Intentions are when you want to do something and plan to do it. For the wise person, the desire is to do what is right and good and the wise person plans accordingly. The fool, on the other hand, wants to and plans to do bad things. More often than that, he just doesn’t plan at all. He rolls over and hits snooze when he should be getting up and working toward something good.
Last Monday, I knew Matt would be watching the Monday night football game, which is my definition of boring. My intention was to get on the rowing machine after dinner, while he was watching the game. That afternoon I asked him to look at me after dinner and say, “Have fun on the rowing machine!” because I often have fantastic intentions earlier in the day about how I’m going to get something done in the evening, but I talk myself out of it when my energy runs low after dinner. Wanting and planning to do exercise very easily sputters and dies.
A quality I long to develop in myself is congruency. I want my plans to match my actions. In Isaiah 14:24 we hear the LORD say, “As I have planned, so shall it be.” God models congruency for us, and I want to be that kind of wife and mom and housekeeper and money manager and cook and employee. If I plan to do something, with God’s help so shall it be. As a weak human, my intentions can often be carelessly spoken or too grandiose to be realistic. Follow through on plans does not come naturally. I have to practice and work and pray if I want to add the quality of congruency to my character.
One intention I had a couple of years ago was to purge our pantry of highly processed foods, but that meant replacing each processed food with something homemade, which was a massive undertaking to learn to make something new and also carve out the routine to make it on a regular basis. So I made a plan to look at one highly processed item in the pantry, give thought to what nutritional food would need to replace it, learn the recipe, and get used to making it for weeks. I did that, and when I deemed that I had successfully made the more nutritional food a natural part of my routine, then I walked into the pantry and chose one more item that I intentionally would replace with better ingredients assembled in my own kitchen. Because of my intentionality, the pantry I have now is not the same pantry I had two years ago.
We know ourselves. I know when my intentions are glib, having only “superficial plausibility,” as the dictionary puts it, and that I’ll be too lazy to carry them out, with failure imminent from the start. And I know when my intentions are excellent and serious and that I will see them through to completion, with a solid sense of hope and confidence right out of the gate. Foolishness versus wisdom. Often that place where we feel like a failure as a homemaker can be traced back to a lack of intentionality. We have wished many a thing but never with congruency of action to words. There is no forward progress when our intentions are superficial.
I did get on the rowing machine that Monday night, because I brought my husband in on my plan, to help me do what I said I wanted to do.
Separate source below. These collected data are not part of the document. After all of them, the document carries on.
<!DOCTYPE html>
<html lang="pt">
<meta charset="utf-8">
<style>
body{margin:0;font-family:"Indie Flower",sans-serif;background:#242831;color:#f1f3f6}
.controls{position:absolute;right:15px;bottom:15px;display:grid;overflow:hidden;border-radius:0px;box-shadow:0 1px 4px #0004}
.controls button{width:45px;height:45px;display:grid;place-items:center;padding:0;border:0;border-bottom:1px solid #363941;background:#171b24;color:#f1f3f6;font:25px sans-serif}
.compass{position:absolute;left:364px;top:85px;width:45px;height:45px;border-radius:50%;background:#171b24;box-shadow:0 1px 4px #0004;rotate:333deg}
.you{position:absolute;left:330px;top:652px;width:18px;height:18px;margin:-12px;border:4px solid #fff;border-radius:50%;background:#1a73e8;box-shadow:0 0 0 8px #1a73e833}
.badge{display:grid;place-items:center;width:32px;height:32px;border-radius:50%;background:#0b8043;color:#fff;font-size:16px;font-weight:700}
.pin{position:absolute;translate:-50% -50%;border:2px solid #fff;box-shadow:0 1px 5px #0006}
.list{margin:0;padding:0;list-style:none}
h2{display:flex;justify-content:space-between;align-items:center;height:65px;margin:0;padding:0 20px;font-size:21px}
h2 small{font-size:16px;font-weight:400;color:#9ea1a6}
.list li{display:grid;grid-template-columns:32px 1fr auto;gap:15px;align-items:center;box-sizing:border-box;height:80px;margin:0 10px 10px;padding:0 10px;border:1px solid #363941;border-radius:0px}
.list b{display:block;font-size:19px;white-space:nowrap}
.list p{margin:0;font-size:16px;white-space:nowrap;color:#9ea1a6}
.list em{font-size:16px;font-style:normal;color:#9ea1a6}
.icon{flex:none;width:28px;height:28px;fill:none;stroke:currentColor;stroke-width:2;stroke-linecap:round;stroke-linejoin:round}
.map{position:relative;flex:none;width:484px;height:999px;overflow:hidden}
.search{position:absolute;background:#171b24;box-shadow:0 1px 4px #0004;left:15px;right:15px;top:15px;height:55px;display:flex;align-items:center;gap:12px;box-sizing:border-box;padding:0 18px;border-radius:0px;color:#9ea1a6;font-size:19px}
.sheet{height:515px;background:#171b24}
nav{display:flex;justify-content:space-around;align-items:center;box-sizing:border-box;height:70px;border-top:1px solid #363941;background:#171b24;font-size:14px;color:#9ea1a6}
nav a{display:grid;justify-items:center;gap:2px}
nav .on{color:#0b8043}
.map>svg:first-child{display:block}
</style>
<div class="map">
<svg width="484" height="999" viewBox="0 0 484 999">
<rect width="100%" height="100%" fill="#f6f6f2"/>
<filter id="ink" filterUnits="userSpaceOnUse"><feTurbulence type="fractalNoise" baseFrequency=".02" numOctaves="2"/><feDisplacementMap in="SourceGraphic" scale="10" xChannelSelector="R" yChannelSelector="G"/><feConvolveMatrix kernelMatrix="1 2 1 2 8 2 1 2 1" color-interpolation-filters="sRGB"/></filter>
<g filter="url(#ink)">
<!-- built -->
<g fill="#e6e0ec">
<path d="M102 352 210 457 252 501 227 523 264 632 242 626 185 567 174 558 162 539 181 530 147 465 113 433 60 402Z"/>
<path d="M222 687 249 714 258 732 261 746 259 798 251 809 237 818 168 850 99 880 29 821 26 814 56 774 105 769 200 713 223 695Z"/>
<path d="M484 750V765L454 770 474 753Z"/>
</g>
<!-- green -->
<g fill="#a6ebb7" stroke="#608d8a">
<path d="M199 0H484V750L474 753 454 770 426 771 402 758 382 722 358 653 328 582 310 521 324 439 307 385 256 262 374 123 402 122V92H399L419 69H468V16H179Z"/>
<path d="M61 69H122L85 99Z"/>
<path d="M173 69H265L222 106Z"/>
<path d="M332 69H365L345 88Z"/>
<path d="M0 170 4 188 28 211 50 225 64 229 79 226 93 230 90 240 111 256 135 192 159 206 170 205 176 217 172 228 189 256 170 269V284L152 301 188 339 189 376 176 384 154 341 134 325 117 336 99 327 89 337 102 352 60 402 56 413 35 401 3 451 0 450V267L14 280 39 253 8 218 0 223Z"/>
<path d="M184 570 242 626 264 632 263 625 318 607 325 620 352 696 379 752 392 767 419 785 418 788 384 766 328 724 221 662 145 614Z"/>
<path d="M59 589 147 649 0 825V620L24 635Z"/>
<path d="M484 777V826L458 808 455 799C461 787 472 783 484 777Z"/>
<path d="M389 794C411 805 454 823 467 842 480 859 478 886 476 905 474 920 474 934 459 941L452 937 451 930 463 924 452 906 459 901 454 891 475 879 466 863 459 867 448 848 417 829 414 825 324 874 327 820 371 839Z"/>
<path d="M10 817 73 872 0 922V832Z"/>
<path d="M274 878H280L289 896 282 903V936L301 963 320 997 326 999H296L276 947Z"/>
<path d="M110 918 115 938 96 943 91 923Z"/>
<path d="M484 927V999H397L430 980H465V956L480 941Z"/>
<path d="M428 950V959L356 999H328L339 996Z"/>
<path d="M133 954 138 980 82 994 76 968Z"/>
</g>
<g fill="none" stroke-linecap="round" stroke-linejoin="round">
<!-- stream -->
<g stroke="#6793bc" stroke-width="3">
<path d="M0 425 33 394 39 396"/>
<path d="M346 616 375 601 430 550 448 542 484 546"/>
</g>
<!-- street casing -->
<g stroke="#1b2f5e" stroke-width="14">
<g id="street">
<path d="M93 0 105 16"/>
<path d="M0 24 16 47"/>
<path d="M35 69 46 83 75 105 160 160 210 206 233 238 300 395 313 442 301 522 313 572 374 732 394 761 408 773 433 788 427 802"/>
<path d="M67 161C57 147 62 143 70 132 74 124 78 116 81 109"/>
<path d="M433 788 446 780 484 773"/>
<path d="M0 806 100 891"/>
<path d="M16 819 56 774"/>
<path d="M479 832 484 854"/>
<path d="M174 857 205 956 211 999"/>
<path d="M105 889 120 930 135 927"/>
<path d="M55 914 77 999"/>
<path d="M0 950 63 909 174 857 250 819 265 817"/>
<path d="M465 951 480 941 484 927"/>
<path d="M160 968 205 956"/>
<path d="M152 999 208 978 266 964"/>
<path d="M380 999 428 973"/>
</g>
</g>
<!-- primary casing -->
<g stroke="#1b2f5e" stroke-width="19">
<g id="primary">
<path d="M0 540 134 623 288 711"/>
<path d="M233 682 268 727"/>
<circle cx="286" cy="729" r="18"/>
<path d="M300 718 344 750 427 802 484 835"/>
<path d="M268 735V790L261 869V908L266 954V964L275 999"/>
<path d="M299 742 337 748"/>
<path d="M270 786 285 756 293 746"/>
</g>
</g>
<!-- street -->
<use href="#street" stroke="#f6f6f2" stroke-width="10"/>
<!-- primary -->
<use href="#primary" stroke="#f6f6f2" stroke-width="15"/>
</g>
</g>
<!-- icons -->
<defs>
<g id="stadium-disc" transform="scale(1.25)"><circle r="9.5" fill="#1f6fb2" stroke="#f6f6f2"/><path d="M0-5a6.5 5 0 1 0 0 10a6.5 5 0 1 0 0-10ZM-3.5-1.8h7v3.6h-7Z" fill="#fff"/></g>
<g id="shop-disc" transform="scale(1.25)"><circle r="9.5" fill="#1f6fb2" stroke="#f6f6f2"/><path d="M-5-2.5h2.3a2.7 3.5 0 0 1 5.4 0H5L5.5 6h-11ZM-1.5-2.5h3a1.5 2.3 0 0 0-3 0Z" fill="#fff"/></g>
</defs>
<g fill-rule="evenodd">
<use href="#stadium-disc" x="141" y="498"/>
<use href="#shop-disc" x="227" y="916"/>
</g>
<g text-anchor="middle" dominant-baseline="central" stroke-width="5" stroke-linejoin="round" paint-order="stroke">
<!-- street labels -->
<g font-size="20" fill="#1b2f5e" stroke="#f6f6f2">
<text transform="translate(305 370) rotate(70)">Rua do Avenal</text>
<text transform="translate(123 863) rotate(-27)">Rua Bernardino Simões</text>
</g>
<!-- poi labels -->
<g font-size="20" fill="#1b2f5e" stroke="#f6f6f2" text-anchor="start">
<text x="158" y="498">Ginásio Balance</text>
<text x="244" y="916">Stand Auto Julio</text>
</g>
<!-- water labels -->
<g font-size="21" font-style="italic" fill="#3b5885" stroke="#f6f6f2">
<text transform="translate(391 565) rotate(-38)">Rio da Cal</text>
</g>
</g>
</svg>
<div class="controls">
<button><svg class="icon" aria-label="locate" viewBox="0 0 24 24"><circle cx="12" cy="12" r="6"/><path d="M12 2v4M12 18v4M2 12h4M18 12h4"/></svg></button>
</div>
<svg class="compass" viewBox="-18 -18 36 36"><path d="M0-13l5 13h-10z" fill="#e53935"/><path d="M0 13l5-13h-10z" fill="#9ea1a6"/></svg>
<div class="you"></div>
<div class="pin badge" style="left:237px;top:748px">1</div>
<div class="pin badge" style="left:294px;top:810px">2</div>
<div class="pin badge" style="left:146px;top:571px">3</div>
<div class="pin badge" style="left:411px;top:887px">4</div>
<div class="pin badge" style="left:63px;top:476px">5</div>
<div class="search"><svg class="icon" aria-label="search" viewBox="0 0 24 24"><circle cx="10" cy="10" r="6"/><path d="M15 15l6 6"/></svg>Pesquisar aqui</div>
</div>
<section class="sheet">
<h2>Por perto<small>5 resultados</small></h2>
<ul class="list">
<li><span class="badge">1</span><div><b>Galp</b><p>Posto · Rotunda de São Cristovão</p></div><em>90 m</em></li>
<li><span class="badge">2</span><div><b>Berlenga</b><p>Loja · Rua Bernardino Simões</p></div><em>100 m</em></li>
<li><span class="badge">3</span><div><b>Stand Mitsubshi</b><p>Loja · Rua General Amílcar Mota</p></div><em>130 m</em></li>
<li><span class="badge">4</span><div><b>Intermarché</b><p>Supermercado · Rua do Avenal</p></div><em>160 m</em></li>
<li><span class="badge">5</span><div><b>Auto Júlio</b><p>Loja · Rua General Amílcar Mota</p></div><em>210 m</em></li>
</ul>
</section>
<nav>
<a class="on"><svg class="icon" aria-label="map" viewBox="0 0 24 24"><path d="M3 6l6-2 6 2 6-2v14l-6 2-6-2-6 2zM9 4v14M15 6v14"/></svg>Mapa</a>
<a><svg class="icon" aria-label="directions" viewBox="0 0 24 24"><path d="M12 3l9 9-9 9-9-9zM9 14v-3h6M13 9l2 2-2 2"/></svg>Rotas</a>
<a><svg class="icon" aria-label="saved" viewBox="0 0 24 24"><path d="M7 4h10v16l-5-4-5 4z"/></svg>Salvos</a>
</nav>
I hacked my own propensity to avoid exercising in the evening. I planned to row for 20 minutes, and I did. This is the kind of intentional person I hope to be.
Are you a person of many words but little action, and you feel discouraged because you’re not getting where you want to be? Abide in Christ as your strength and ask him to help you build congruency between your intentions and doing what you intend. Practice. The next time you wish something were true in your home, take time to develop a reasonable plan to get there and then sit back and really decide if you’re going to carry out what you intend. Will you do it or are you just fooling yourself?
I’m so guilty of this! Time for a change. Thanks!
I am often guilty of not following through on good intentions as well. It’s always something I’ll be working on.